Page 1128 - Shakespeare - Vol. 1
P. 1128
RICHARD
Wert thou not banished on pain of death?
MARGARET
I was, but I do find more pain in banishment
Than death can yield me here by my abode.
A husband and a son thou ow’st to me; [170]
And thou a kingdom; all of you, allegiance.
This sorrow that I have by right is yours;
And all the pleasures you usurp are mine.
RICHARD
The curse my noble father laid on thee
When thou didst crown his warlike brows with paper, [175]
And with thy scorns drew’st rivers from his eyes,
And then to dry them, gav’st the Duke a clout
Steep’d in the faultless blood of pretty Rutland -
His curses then, from bitterness of soul
Denounc’d against thee, are all fall’n upon thee, [180]

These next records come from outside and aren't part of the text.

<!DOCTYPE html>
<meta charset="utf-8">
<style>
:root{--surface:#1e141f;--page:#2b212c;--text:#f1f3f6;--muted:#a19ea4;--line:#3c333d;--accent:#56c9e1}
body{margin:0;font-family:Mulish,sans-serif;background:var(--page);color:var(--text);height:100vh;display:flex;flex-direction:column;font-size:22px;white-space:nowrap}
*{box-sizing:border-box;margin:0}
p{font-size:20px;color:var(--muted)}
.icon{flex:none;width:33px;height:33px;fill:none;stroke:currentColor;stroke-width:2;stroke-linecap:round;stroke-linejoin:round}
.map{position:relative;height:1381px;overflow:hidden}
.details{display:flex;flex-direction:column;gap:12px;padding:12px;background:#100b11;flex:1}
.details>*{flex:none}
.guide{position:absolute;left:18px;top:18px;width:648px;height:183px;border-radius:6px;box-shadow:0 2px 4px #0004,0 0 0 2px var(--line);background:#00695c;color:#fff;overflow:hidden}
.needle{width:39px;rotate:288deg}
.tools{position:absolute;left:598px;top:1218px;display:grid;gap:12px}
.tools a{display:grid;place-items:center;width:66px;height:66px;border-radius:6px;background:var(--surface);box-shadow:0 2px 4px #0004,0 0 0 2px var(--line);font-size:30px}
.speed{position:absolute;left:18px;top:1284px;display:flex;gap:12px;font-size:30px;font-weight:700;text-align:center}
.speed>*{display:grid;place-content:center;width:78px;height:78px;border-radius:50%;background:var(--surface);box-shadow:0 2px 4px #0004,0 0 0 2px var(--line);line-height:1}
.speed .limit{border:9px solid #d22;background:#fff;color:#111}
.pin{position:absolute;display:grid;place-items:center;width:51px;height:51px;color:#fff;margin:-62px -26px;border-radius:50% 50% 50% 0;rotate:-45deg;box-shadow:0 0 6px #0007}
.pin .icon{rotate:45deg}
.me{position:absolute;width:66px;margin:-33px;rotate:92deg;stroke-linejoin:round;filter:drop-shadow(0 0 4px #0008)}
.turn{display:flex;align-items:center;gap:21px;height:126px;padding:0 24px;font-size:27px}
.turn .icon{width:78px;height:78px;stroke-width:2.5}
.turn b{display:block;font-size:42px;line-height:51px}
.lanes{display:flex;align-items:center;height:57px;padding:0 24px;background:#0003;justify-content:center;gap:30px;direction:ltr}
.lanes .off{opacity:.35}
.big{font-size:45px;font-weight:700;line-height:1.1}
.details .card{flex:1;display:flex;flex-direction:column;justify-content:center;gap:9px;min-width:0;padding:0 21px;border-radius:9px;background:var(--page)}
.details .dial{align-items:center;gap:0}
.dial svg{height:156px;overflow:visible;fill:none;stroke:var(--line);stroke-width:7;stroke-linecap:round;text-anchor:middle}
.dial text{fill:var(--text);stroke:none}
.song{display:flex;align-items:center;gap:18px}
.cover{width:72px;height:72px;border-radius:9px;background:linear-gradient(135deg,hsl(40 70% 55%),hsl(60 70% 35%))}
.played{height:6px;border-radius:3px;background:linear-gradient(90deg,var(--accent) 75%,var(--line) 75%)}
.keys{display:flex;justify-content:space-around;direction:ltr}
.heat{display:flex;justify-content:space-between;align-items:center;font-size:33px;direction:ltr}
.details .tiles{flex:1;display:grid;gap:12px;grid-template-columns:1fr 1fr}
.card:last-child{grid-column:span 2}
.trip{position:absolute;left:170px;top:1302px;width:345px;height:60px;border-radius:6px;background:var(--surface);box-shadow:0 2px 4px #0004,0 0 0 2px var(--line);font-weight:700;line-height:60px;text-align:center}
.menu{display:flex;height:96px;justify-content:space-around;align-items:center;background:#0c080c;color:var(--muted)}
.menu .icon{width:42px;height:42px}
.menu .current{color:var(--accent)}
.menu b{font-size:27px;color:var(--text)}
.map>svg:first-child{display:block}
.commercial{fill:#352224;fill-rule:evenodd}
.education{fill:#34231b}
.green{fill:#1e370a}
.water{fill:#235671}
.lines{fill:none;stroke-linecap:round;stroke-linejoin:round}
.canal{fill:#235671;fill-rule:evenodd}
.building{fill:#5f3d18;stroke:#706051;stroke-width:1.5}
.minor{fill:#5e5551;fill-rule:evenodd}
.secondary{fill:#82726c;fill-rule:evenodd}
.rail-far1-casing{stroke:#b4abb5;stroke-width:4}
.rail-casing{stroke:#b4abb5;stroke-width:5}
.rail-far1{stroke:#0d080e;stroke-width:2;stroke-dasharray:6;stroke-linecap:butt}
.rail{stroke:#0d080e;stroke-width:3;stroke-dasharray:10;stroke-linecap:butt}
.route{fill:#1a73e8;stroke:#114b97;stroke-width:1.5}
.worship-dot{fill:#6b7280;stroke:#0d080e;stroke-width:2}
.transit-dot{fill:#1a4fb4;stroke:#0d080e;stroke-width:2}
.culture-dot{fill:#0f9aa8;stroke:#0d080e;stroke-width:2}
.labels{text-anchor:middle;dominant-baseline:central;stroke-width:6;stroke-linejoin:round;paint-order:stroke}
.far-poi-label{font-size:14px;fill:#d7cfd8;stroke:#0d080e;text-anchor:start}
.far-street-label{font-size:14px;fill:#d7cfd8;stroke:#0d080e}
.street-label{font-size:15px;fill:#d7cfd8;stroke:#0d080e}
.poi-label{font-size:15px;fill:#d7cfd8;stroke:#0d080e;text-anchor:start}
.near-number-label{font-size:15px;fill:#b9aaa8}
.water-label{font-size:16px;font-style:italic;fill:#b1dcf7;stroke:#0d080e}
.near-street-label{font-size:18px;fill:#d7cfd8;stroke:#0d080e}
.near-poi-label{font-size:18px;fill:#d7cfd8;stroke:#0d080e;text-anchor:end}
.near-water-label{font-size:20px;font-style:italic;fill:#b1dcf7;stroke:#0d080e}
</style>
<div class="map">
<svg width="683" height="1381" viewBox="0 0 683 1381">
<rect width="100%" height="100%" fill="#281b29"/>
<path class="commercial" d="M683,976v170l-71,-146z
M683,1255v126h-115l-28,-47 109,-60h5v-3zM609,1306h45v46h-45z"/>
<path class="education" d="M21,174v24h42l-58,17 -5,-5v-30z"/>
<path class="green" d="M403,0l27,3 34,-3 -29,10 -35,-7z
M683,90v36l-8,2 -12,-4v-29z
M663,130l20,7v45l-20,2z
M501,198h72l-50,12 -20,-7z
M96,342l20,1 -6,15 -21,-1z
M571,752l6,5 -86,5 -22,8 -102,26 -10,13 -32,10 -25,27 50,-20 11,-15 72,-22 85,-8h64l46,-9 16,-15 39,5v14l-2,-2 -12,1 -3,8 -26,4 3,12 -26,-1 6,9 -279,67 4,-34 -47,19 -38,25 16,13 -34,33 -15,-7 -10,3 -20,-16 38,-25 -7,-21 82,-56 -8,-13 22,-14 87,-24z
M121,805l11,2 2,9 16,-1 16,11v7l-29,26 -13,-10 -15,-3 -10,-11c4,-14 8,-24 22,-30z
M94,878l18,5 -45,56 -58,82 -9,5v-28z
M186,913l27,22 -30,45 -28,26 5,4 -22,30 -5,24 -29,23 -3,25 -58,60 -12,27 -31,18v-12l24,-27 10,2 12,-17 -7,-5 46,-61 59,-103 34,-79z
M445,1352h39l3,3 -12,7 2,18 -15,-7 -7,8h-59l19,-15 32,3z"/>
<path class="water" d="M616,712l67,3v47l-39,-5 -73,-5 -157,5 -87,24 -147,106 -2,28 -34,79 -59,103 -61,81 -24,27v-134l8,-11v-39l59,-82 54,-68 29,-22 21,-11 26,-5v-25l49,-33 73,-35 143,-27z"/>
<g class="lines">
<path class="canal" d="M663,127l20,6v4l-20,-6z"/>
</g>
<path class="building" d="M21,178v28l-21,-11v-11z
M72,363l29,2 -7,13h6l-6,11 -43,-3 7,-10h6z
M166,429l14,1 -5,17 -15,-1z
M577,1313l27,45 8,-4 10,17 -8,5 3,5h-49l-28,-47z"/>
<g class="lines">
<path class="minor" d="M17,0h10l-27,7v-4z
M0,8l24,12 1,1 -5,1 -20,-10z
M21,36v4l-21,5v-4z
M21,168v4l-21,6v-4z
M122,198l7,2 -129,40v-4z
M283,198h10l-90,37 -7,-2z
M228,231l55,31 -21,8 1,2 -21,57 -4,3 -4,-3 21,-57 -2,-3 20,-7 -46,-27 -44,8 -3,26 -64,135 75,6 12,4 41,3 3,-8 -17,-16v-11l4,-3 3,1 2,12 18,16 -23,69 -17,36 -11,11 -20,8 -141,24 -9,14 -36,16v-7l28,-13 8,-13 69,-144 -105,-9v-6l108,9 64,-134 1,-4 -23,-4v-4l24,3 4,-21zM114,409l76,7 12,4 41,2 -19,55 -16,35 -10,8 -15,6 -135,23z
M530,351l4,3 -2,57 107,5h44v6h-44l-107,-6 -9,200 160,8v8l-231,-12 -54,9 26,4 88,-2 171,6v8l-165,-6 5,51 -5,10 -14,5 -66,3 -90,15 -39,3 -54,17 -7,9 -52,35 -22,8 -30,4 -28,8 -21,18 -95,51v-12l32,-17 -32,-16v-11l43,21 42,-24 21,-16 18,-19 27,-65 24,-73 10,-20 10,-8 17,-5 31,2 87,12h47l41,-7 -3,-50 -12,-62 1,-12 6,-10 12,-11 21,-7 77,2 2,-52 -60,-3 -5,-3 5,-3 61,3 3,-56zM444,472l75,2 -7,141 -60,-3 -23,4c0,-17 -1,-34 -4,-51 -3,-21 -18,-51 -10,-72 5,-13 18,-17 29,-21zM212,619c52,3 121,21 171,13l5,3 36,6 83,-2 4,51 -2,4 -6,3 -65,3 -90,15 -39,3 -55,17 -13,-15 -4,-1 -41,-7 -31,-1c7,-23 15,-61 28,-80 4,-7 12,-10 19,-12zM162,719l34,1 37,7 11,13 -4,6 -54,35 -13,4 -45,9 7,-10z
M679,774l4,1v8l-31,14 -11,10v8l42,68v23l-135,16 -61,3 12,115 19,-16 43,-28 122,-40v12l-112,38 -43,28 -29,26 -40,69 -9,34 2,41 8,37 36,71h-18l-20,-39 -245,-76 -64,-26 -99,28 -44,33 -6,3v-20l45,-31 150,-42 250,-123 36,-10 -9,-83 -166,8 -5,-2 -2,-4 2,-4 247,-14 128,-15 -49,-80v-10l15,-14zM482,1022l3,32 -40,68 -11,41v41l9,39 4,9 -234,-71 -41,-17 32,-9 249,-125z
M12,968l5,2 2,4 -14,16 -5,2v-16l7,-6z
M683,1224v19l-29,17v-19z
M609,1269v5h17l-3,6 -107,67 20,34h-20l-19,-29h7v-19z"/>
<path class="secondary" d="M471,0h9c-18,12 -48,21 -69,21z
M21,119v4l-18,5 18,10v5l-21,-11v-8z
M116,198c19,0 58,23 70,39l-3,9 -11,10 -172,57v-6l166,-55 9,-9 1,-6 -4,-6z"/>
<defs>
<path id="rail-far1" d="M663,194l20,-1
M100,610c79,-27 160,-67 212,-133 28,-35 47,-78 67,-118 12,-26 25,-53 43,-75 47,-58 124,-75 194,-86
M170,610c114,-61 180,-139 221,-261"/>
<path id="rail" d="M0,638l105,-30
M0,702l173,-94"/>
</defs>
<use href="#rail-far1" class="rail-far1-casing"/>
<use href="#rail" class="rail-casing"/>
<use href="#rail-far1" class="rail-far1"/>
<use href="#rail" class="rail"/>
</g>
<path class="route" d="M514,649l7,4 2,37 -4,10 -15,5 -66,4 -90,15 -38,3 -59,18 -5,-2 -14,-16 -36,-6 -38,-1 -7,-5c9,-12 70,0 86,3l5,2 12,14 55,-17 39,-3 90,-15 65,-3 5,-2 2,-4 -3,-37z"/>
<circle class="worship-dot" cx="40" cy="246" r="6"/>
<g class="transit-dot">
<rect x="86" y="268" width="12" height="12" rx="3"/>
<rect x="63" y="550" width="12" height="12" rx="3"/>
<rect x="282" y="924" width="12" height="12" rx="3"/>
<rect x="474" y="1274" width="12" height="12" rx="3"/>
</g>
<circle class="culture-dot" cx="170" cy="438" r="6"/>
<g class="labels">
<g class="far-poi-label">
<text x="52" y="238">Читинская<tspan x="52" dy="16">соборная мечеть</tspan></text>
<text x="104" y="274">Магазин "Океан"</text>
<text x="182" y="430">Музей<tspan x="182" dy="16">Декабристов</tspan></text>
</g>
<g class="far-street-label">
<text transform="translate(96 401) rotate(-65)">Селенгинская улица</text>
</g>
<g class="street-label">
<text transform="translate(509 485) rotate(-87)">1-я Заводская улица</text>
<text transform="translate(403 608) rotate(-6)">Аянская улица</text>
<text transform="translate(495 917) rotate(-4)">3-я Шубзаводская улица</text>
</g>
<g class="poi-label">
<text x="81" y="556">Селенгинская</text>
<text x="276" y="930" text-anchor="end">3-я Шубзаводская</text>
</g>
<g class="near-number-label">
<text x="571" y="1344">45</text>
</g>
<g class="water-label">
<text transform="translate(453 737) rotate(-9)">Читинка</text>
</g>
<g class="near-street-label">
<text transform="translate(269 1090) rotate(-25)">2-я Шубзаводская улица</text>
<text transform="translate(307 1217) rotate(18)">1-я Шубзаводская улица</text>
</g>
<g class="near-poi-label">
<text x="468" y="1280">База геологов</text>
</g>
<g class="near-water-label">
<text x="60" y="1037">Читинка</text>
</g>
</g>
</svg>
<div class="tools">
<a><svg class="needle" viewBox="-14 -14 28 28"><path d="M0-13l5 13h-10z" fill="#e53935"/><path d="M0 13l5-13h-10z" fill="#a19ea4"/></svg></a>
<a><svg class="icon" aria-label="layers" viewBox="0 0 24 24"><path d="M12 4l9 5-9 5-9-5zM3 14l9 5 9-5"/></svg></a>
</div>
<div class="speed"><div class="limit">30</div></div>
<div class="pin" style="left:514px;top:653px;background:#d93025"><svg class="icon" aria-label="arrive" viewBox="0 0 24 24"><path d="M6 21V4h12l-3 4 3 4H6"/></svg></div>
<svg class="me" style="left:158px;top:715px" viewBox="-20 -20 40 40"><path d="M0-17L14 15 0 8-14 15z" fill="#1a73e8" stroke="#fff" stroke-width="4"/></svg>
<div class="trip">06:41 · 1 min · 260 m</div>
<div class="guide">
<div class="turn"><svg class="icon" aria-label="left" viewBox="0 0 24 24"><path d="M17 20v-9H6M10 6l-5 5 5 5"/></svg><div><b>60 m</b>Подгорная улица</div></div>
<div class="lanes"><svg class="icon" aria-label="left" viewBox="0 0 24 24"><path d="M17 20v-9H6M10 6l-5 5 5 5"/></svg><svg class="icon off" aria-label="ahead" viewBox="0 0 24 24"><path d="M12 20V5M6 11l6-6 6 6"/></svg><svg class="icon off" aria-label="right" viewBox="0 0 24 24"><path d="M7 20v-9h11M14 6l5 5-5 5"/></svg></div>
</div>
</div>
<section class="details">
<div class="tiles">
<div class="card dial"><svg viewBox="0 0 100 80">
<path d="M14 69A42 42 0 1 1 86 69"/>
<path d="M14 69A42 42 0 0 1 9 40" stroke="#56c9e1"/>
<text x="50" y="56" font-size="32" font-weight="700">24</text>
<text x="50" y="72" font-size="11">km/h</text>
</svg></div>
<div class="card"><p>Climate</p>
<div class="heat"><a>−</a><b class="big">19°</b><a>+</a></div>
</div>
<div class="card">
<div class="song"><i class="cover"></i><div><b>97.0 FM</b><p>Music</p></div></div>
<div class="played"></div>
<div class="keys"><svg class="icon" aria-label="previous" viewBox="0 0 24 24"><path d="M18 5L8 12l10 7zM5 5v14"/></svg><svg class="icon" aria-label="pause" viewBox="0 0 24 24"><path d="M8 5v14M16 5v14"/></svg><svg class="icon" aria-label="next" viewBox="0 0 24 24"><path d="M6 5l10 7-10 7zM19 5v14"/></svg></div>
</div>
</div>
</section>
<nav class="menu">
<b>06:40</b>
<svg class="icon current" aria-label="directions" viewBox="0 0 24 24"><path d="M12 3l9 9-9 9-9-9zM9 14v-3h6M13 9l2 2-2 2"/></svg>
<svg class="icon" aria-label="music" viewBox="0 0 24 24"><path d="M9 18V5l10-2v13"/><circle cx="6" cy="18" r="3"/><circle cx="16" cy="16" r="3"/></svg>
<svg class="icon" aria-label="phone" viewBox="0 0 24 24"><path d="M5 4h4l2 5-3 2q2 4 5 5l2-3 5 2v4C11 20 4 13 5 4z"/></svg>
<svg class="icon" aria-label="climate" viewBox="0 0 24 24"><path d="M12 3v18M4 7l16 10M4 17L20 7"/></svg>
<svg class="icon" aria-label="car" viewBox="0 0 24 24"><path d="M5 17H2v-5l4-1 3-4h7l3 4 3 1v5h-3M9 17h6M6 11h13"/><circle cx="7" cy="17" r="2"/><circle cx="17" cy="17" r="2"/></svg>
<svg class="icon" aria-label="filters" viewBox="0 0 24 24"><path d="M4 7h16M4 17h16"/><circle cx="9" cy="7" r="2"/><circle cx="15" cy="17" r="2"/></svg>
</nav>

And God, not we, hath plagu’d thy bloody deed.
ELIZABET H
So just is God, to right the innocent.
HAST INGS
O, ’twas the foulest deed to slay that babe,
And the most merciless, that e’er was heard of.
RIVERS
Tyrants themselves wept when it was reported. [185]
DORSET
No man but prophesied revenge for it.
BUCKINGHAM
Northumberland, then present, wept to see it.